• _PROBLEM DESCRIPTION_: Your response should be a copy of each line in the listing below that includes the word "fabs".

· · · ·

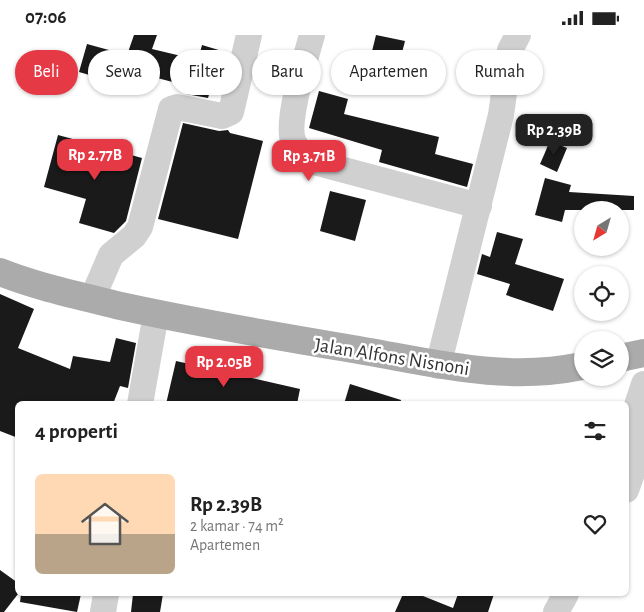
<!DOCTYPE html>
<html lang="id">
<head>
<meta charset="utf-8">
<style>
  :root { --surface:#fff; --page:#f6f6f6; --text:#222; --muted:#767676; --line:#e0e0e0; --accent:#e63946 }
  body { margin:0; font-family:"Alegreya Sans",sans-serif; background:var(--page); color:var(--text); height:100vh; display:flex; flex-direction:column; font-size:19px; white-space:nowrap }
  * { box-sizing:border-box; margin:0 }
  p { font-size:16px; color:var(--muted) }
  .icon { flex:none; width:28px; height:28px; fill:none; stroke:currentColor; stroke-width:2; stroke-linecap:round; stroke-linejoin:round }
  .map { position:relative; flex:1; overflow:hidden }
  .side { position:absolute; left:15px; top:366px; width:614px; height:195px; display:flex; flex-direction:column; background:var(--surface); border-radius:8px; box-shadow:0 1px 4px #0004 }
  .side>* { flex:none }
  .guide { position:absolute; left:15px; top:15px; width:615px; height:45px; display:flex; gap:10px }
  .needle { width:32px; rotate:217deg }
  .fabs { position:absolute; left:574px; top:166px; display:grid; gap:10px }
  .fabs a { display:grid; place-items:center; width:55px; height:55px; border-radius:50%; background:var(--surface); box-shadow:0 1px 4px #0004; font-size:25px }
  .price { position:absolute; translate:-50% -42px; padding:0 11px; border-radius:10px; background:var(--accent); color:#fff; font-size:16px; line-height:32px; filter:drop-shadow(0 1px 2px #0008) }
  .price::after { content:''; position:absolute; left:50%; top:30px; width:15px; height:11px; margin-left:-8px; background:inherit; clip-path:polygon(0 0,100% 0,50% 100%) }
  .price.active { background:#222; color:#fff }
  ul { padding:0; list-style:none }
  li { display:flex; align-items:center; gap:15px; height:125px; padding:0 20px }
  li+li { border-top:1px solid var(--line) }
  li span { display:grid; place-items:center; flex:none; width:140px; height:100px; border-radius:8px; color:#555 }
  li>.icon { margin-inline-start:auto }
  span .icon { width:60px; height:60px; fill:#fffc; stroke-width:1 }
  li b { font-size:21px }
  h2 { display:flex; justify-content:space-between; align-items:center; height:60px; padding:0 20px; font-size:21px }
  .chip { padding:0 18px; border-radius:22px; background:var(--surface); box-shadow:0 1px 4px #0004; font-size:18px; line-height:45px }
  .chip.active { background:var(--accent); color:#fff }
  .status { display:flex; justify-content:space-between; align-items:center; height:35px; padding:0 25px; background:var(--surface); direction:ltr }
  .status svg { height:14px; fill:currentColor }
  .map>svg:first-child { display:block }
</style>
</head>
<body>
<div class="status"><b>07:06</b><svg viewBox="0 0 49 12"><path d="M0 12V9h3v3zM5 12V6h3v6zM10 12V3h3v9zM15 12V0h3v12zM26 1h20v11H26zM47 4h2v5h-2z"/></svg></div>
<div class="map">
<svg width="644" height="577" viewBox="0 0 644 577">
  <rect width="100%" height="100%" fill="#fff"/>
  <g fill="#1a1a1a">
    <polygon points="134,0 157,0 152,14 198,25 202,10 222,16 208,63 186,59 188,51 138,38 134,53 79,37 87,9 127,20"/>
    <polygon points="376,0 405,6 394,49 366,41"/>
    <polygon points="319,56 348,64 344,79 439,102 435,119 473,129 467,152 379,127 382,115 309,93"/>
    <polygon points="183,88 219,96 228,95 230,98 263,106 238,204 158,184"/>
    <polygon points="58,100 142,123 126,186 114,198 79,188 86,164 44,152"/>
    <polygon points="550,106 567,113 557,137 540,129"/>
    <polygon points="545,143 571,150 569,157 634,161 634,175 565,175 562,187 535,180"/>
    <polygon points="330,156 366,165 355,206 320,196"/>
    <polygon points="497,197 523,204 515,229 564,244 553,276 506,260 510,249 477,239 482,219 490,222"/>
    <polygon points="0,259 34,274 18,313 70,334 73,321 110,327 116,303 136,308 128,353 120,351 113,369 18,369 18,403 0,396"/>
    <polygon points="176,326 300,354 297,369 166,369"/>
    <polygon points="350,349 401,365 400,369 344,369"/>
    <polygon points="0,535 18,548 18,559 4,577 0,577"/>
    <polygon points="21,559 81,559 77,577 20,567"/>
    <polygon points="133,559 163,559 160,577 131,577"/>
    <polygon points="403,559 418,559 453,573 458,559 494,559 488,577 395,577"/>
  </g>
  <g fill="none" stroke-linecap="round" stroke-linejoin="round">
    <g stroke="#d0d0d0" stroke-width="26">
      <path d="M312,0C306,22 286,85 293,105C296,115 306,121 314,127L479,171"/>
      <polyline points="92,264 111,220 134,201 140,192 171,74 177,72 222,81 231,77 249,0"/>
      <polyline points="438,331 501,80 510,15 518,0"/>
      <polyline points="140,369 156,279"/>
      <polyline points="626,455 634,433 637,370 644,349"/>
      <polyline points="103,577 106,559"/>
      <polyline points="556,577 566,559"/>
    </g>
    <g stroke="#ababab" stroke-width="28">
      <path d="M0,237C38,252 77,260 116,270C193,287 269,300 347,313C427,326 501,348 582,331"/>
      <polyline points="620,323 644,318"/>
    </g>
  </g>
  <g text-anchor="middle" stroke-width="5" stroke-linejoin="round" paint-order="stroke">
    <g font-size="20" fill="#333" stroke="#fff">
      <text transform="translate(392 321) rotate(9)" y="7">Jalan Alfons Nisnoni</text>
    </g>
  </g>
</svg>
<div class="fabs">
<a><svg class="needle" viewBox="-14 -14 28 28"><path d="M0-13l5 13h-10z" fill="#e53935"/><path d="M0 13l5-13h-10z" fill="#767676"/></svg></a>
<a><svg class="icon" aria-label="locate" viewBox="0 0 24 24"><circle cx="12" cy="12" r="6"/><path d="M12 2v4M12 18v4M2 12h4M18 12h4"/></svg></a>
<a><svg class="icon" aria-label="layers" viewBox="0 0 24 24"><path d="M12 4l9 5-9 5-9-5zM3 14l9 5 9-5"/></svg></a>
</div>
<b class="price active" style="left:554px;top:121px">Rp 2.39B</b>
<b class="price" style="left:95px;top:146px">Rp 2.77B</b>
<b class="price" style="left:309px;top:147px">Rp 3.71B</b>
<b class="price" style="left:224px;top:353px">Rp 2.05B</b>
<div class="guide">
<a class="chip active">Beli</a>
<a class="chip">Sewa</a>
<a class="chip">Filter</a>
<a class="chip">Baru</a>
<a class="chip">Apartemen</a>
<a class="chip">Rumah</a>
</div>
<section class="side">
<h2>4 properti<svg class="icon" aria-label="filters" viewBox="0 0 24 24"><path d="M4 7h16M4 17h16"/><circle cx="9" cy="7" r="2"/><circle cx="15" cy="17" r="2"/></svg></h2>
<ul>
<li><span style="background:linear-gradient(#ffd9b3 60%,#b9a48a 0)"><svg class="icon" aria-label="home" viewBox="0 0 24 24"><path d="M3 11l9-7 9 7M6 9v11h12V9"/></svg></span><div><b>Rp 2.39B</b><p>2 kamar · 74 m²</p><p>Apartemen</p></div><svg class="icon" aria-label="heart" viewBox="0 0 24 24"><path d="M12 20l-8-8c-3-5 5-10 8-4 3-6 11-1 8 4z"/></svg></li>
</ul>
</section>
</div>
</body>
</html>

· · · ·

• _ANSWER FOR THE TASK_:
  .fabs { position:absolute; left:574px; top:166px; display:grid; gap:10px }
  .fabs a { display:grid; place-items:center; width:55px; height:55px; border-radius:50%; background:var(--surface); box-shadow:0 1px 4px #0004; font-size:25px }
<div class="fabs">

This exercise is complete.